**What the task asks**
Once you reach the line containing "position:absolute; left:816px; top:90px;" in the data below, restate each line word for word up to and including the one containing "width:108px; height:108px; fill:#fffc;".

*** Opening Data for review ***

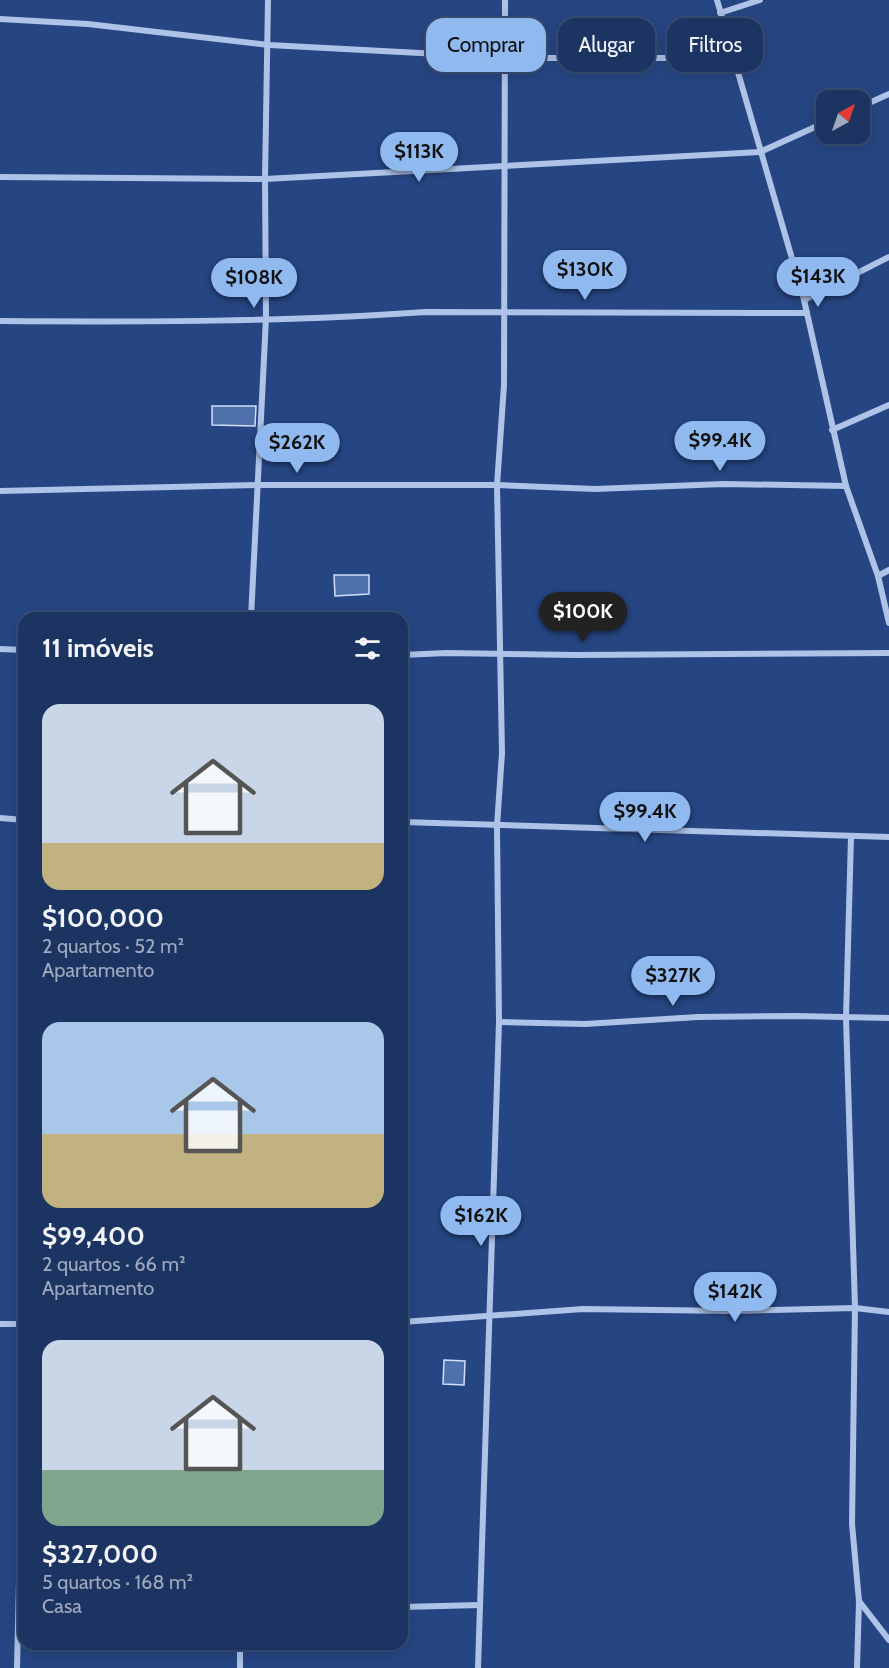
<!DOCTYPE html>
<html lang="pt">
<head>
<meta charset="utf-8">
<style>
	:root { --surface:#1c3462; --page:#293f6b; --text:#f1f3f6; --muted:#a0aabe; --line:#3a4f77; --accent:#90b9f0 }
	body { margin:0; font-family:Cabin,sans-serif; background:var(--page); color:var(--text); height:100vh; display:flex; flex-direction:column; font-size:22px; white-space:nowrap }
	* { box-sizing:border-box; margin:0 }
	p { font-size:20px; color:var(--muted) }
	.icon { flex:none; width:33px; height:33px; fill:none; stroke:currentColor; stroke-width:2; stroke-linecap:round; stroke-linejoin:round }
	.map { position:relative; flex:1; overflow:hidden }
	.sheet { position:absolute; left:18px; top:612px; width:390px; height:1038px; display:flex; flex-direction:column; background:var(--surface); border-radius:18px; box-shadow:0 3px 15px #0003,0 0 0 2px var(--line) }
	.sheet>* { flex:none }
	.hud { position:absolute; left:426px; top:18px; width:372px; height:54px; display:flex; gap:12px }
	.needle { width:39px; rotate:40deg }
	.fabs { position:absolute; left:816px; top:90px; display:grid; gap:12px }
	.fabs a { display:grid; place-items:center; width:54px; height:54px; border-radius:12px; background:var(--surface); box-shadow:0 3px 15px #0003,0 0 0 2px var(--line); font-size:30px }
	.price { position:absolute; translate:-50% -51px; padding:0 14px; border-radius:21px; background:var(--accent); color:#111; font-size:20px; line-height:39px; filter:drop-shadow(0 2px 3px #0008) }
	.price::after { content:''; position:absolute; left:50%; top:36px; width:18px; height:14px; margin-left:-9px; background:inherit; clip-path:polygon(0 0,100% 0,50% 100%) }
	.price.active { background:#222; color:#fff }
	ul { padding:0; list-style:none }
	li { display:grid; align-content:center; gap:12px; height:318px; padding:0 24px }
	li span { display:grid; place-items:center; height:186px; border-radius:18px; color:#555 }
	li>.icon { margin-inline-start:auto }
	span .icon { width:108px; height:108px; fill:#fffc; stroke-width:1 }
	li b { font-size:26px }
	h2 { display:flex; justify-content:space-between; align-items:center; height:72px; padding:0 24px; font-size:26px }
	.chip { padding:0 21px; border-radius:18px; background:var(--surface); box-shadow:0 3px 15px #0003,0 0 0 2px var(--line); font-size:21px; line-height:54px }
	.chip.active { background:var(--accent); color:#111 }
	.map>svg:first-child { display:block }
	.building { fill:#4e70ab; stroke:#d2dff6; stroke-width:1.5 }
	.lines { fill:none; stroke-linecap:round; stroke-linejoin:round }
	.minor { stroke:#aec3e7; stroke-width:6 }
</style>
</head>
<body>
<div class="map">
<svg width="889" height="1668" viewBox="0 0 889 1668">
	<rect width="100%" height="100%" fill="#264683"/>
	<g class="building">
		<polygon points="212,406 256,406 255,426 212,425"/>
		<polygon points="334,575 369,575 369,594 335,596"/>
		<polygon points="444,1360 465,1361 464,1385 443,1384"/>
	</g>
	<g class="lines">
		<g class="minor">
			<polyline points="717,0 804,300 846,486 878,576 889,623"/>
			<polyline points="720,13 760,0"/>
			<polyline points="0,19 88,24 269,45 513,58 733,58"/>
			<polyline points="860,107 889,94"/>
			<polyline points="0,177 265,179 760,152 826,122"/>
			<polyline points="804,300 889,257"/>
			<path d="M0,321C142,322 285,322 426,312L807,313"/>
			<polyline points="832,430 889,405"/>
			<polyline points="0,491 257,485 497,485 595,489 724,484 846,486"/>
			<polyline points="878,576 889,570"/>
			<polyline points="251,618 266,318 265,179 268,0"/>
			<polyline points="0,649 24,650"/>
			<polyline points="402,655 446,653 576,655 889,653"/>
			<polyline points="0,818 24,820"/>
			<polyline points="402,822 889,837"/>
			<polyline points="851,837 846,1018 855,1308 852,1524 859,1601 857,1668"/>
			<polyline points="499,1022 585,1024 698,1017 795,1016 889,1018"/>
			<polyline points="402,1322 583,1309 733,1311 855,1308 889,1312"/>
			<polyline points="0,1324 24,1324"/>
			<polyline points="859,1601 889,1640"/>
			<polyline points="402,1607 480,1605"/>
			<polyline points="240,1644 240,1668"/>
			<polyline points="17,1668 24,1367"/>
			<polyline points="478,1668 499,1022 497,826 502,753 497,485 504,385 505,0"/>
		</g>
	</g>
</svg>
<div class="fabs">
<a><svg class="needle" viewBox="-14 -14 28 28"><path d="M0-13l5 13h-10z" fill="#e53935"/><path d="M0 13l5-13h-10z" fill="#a0aabe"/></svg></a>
</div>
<b class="price" style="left:419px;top:183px">$113K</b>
<b class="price" style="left:585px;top:301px">$130K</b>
<b class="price" style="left:818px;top:308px">$143K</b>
<b class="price" style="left:254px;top:309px">$108K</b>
<b class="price" style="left:720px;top:472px">$99.4K</b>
<b class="price" style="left:297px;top:474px">$262K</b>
<b class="price active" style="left:583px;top:643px">$100K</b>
<b class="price" style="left:645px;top:843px">$99.4K</b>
<b class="price" style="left:673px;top:1007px">$327K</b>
<b class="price" style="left:481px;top:1247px">$162K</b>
<b class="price" style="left:735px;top:1323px">$142K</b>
<div class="hud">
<a class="chip active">Comprar</a>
<a class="chip">Alugar</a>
<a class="chip">Filtros</a>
</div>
<section class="sheet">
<h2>11 imóveis<svg class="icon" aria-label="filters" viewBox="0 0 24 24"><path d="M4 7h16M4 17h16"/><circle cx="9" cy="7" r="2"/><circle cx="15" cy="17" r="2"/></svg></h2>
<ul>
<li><span style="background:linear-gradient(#c9d6e8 75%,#c2b280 0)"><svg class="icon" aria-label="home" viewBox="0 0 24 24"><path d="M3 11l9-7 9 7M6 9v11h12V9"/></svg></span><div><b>$100,000</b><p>2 quartos · 52 m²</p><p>Apartamento</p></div></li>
<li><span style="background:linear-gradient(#a9c7e8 60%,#c2b280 0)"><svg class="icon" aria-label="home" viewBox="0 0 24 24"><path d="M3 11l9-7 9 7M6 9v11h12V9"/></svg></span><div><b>$99,400</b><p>2 quartos · 66 m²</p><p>Apartamento</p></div></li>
<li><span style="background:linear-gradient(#c9d6e8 70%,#7fa58c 0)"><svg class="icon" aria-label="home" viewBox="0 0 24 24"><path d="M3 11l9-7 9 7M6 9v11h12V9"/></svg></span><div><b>$327,000</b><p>5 quartos · 168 m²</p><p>Casa</p></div></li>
</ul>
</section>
</div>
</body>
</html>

*** Closing Data for review ***

**Written solution**
	.fabs { position:absolute; left:816px; top:90px; display:grid; gap:12px }
	.fabs a { display:grid; place-items:center; width:54px; height:54px; border-radius:12px; background:var(--surface); box-shadow:0 3px 15px #0003,0 0 0 2px var(--line); font-size:30px }
	.price { position:absolute; translate:-50% -51px; padding:0 14px; border-radius:21px; background:var(--accent); color:#111; font-size:20px; line-height:39px; filter:drop-shadow(0 2px 3px #0008) }
	.price::after { content:''; position:absolute; left:50%; top:36px; width:18px; height:14px; margin-left:-9px; background:inherit; clip-path:polygon(0 0,100% 0,50% 100%) }
	.price.active { background:#222; color:#fff }
	ul { padding:0; list-style:none }
	li { display:grid; align-content:center; gap:12px; height:318px; padding:0 24px }
	li span { display:grid; place-items:center; height:186px; border-radius:18px; color:#555 }
	li>.icon { margin-inline-start:auto }
	span .icon { width:108px; height:108px; fill:#fffc; stroke-width:1 }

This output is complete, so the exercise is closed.